その際「今になって色々わかってきた事があるわ」と気恥ずかしそうに仰ったのですが、私は安易に共感する事もできず静かに相槌を打つに留め、それ以来ずっと胸に引っかかっていました。
先月、別院の彼岸会で笠原俊典さん(持專寺住職・チャプレン)が、宗祖の仰る「悪人」について「傲慢さ」と言えると表現してくださいました。
例えに出されたのは「安楽死(尊厳死)」です。
賛否が分かれるところですが、認めるには善意で前向きに生命を奪う法制度を整えなければなりません。

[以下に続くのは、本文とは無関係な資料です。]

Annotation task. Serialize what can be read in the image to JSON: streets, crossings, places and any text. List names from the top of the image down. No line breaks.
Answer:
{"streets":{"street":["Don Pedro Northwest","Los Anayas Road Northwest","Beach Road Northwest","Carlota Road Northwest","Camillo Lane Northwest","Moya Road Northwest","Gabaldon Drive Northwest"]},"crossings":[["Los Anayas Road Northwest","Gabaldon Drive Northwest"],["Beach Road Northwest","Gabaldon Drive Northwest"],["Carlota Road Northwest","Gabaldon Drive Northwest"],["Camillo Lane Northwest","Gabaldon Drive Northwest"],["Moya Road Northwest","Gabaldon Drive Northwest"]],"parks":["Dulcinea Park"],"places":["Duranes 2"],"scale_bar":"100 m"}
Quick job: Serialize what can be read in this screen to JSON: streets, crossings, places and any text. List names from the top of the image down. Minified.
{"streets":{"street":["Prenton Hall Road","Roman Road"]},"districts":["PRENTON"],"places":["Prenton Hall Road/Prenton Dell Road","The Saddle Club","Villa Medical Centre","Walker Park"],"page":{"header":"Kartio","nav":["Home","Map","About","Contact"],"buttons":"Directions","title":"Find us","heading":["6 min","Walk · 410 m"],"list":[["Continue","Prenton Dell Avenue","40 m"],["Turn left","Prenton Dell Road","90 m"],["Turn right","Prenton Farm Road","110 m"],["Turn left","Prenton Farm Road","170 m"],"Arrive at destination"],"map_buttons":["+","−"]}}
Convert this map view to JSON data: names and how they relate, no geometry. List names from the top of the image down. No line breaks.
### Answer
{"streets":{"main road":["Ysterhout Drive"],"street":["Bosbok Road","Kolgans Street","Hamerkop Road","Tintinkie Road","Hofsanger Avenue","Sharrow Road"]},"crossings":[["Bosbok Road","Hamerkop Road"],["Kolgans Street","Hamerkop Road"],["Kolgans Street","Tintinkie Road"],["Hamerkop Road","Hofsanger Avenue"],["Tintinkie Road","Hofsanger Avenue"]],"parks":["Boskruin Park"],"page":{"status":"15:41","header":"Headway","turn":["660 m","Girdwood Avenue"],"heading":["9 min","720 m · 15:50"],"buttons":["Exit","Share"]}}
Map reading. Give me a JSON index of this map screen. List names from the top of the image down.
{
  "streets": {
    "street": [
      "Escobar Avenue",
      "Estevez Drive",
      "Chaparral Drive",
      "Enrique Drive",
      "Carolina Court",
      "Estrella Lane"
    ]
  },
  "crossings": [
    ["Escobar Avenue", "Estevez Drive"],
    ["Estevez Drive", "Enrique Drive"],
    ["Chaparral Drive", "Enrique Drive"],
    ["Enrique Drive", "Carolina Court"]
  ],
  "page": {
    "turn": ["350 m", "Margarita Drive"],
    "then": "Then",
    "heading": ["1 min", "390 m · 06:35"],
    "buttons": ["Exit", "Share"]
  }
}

私もこの事を真剣に考えると「命を自由にしてはいけない」という思いと「目の前苦しむ方に何もできないのか」という思いの間で悩みます。
しかし笠原氏は、その思想は相模原殺傷事件の犯人の思想と通底するのだと指摘されます。
確かに身体に不自由さがあるとか、精神的に安定しないとか、病に苦しむ事は大変な事かもしれませんが、それは人の命を左右してもいい理由になるのでしょうか。
自然に「何もできないのか」と悩むのもそのはず。
私たちは幼い頃から「できる事」「得る事」こそが人生であって、それが幸せの尺度であるかのように生きてきたのです。
得る事、できる事は楽しく、幸せに感じる事であるには違いないでしょう。しかし、できる事、経験した事など「持ち物」が増える事で、却って見えなくなってきたものはないでしょうか。
できる事、得意な事、苦労などを経験し得ていく過程の中で「傲慢さ」という贅肉がつき、その全てを手柄にして握りしめ、いつの間にかその価値観で全てを裁き、我が思いに囚われ世間に不満を抱き、却って不自由になるのです。
逆に失っていく、できなくなっていく中で、賜っていたもの、していただいてきたもの、いてくださった人に改めて気付き、本当の「豊かさ」や「慈愛」に出遇い直していくという事、この事を「今になって色々わかってきた」と表現されたのではないか、と今は受け止めさせていただきつつ自分ならどうかと考え続けています。
もしかしたら、大切な方との別れをご縁に営むご法事、あるいはお寺での聞法会などの仏事は、「傲慢さ」という不自由な贅肉を知らされ、知らず知らずの内に見失っているものに目や心を向けて、日頃抱いている「不満の正体」と向き合う時間だと言えるのかもしれませんね。